## Task instructions
Find every line below with the word "Drive" in it, and copy each one.

## Data to use
+-------+
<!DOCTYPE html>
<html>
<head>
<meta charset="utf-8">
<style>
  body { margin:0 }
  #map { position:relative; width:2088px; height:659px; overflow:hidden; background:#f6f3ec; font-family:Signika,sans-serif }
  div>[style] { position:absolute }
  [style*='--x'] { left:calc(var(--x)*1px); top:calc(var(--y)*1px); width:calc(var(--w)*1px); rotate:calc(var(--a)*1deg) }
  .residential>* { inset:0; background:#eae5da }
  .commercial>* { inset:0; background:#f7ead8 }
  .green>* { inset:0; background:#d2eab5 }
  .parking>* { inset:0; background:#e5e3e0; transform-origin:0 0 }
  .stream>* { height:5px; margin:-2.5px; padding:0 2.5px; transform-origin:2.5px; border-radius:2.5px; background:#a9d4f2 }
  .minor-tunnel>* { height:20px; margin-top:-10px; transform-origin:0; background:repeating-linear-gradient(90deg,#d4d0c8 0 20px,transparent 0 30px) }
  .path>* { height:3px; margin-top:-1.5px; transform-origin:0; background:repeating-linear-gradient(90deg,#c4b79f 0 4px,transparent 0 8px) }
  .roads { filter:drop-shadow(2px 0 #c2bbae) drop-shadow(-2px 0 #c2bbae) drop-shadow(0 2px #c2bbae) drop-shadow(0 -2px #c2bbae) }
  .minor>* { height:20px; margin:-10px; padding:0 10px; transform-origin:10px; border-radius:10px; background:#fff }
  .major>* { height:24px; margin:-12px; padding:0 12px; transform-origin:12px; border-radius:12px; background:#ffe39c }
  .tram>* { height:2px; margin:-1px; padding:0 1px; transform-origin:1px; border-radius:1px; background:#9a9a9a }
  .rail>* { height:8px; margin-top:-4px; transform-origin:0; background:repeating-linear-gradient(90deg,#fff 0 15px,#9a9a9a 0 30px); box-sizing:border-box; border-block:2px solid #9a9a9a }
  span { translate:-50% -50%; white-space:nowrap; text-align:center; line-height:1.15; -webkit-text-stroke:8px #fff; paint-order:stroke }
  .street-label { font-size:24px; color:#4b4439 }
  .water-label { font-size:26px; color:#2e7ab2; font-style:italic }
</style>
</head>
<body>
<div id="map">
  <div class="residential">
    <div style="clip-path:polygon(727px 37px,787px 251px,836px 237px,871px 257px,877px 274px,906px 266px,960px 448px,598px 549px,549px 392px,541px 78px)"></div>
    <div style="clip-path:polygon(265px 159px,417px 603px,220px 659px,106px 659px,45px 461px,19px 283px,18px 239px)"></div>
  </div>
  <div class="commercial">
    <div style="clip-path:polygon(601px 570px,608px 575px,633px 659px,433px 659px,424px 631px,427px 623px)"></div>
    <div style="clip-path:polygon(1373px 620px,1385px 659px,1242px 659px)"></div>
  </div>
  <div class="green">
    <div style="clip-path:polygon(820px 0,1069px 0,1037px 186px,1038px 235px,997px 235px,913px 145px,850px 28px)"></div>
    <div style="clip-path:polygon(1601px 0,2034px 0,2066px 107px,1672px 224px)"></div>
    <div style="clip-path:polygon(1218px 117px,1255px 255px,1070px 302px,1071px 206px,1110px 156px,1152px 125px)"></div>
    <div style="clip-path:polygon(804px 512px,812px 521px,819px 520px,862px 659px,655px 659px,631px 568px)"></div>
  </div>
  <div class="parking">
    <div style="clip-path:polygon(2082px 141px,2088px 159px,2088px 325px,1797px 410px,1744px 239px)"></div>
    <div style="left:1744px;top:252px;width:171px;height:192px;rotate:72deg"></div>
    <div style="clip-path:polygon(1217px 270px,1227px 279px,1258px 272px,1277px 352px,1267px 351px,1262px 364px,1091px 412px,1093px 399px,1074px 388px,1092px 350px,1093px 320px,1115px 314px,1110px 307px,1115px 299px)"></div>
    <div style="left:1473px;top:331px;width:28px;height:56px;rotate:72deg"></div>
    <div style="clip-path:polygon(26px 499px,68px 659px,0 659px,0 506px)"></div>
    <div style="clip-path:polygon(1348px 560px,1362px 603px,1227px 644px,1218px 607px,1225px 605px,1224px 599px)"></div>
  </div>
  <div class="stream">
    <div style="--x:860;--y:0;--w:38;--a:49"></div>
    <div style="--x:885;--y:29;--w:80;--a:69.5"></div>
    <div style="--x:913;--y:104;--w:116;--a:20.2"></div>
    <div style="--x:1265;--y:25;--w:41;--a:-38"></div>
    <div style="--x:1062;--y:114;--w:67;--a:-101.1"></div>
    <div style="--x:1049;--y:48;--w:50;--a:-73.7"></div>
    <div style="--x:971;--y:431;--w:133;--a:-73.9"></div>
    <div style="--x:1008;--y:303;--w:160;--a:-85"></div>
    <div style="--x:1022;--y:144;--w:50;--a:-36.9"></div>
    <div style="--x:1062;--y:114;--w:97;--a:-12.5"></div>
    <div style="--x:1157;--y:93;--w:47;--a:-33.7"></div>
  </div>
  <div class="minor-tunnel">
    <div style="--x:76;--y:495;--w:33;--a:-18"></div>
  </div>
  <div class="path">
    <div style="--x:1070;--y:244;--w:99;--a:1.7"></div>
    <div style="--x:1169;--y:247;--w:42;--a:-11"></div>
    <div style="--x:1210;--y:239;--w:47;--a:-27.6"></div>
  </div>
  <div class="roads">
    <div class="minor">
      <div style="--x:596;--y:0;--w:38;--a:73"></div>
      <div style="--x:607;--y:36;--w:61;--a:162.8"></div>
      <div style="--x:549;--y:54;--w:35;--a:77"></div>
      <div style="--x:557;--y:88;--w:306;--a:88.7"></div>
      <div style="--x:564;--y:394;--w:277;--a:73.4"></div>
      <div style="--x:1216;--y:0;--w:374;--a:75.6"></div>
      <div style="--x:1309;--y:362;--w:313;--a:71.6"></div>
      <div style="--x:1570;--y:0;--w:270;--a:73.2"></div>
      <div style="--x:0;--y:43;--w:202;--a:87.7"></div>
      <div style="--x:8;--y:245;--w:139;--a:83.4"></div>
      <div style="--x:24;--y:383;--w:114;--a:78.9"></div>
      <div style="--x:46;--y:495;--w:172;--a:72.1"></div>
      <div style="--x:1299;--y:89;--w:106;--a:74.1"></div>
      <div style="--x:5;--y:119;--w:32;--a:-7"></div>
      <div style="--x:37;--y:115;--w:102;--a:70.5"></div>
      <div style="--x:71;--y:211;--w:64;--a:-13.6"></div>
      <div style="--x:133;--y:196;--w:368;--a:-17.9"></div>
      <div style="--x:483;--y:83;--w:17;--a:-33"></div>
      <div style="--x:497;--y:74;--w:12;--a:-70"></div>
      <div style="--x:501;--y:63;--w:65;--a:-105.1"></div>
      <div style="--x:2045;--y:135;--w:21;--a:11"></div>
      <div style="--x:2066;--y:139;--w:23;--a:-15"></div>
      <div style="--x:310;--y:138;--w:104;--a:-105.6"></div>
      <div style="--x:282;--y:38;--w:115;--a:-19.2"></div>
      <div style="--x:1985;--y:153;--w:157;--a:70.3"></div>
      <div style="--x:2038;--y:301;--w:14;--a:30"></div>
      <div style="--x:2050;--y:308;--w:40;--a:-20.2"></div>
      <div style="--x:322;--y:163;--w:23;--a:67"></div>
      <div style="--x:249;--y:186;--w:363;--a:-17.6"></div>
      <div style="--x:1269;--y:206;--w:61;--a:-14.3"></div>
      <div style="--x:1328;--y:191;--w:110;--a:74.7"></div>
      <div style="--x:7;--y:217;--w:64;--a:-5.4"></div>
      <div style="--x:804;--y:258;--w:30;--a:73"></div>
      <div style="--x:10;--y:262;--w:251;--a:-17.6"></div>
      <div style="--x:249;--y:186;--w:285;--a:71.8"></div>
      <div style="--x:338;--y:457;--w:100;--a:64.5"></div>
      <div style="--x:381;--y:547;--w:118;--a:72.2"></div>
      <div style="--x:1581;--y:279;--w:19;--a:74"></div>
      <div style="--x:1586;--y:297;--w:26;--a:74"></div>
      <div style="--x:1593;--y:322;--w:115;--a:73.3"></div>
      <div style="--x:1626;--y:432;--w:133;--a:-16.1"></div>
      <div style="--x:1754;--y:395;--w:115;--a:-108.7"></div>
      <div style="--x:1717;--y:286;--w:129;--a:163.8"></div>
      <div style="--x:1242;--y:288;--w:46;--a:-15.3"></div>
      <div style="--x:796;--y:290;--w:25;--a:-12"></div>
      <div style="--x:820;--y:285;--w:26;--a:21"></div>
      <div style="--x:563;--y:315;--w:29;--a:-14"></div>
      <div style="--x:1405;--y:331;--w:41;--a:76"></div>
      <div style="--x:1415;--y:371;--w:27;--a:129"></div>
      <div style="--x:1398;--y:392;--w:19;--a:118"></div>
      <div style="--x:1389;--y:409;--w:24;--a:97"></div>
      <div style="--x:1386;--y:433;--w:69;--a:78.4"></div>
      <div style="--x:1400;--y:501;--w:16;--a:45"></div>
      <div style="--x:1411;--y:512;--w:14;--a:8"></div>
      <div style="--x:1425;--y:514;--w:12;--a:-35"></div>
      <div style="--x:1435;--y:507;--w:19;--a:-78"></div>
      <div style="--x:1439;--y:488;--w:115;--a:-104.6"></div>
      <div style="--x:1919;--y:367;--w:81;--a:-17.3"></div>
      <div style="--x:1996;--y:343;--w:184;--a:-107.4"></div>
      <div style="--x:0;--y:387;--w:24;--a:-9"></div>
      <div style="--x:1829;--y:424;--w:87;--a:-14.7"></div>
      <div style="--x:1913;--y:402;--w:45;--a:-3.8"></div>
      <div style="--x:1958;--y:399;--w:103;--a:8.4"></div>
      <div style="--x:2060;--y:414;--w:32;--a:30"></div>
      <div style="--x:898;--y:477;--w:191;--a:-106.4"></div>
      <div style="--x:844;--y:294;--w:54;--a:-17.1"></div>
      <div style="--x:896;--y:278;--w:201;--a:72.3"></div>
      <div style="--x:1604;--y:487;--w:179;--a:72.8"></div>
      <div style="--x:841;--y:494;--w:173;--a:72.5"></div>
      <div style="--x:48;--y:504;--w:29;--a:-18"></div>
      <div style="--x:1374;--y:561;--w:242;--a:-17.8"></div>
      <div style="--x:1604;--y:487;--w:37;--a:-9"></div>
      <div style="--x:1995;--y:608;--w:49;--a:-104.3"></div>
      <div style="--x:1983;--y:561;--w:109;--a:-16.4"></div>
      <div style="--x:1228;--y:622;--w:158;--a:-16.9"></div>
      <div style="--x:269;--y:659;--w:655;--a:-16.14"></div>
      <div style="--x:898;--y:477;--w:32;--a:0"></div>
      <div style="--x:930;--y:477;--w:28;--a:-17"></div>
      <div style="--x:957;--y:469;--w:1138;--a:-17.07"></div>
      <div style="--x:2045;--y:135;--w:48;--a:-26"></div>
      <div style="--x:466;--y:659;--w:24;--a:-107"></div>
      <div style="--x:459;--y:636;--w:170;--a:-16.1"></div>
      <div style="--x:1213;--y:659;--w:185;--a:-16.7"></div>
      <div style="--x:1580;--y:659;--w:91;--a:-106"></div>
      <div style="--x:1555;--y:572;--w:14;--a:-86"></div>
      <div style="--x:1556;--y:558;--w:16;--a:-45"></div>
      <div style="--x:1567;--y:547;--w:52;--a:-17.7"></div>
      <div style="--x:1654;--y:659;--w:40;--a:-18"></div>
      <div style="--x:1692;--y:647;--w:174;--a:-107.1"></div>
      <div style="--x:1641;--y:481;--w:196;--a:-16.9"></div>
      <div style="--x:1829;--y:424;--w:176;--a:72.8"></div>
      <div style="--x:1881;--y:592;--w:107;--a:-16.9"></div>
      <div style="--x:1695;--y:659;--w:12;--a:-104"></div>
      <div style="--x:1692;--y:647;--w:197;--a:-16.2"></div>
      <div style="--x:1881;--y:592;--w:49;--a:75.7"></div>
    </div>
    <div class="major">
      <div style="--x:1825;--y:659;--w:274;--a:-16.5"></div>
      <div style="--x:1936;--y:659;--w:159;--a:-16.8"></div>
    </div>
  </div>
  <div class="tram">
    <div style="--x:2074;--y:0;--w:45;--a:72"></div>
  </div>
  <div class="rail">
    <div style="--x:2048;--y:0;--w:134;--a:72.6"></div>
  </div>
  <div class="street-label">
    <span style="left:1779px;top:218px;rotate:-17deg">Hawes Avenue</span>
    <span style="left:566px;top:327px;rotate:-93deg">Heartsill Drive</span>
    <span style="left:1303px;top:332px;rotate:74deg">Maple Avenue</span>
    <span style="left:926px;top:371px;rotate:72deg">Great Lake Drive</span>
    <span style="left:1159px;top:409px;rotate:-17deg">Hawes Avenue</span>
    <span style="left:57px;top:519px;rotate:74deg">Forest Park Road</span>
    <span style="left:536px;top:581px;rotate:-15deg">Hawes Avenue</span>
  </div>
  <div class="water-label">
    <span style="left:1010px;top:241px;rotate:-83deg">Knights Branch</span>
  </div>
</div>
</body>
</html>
+-------+
## Written reply
    <span style="left:566px;top:327px;rotate:-93deg">Heartsill Drive</span>
    <span style="left:926px;top:371px;rotate:72deg">Great Lake Drive</span>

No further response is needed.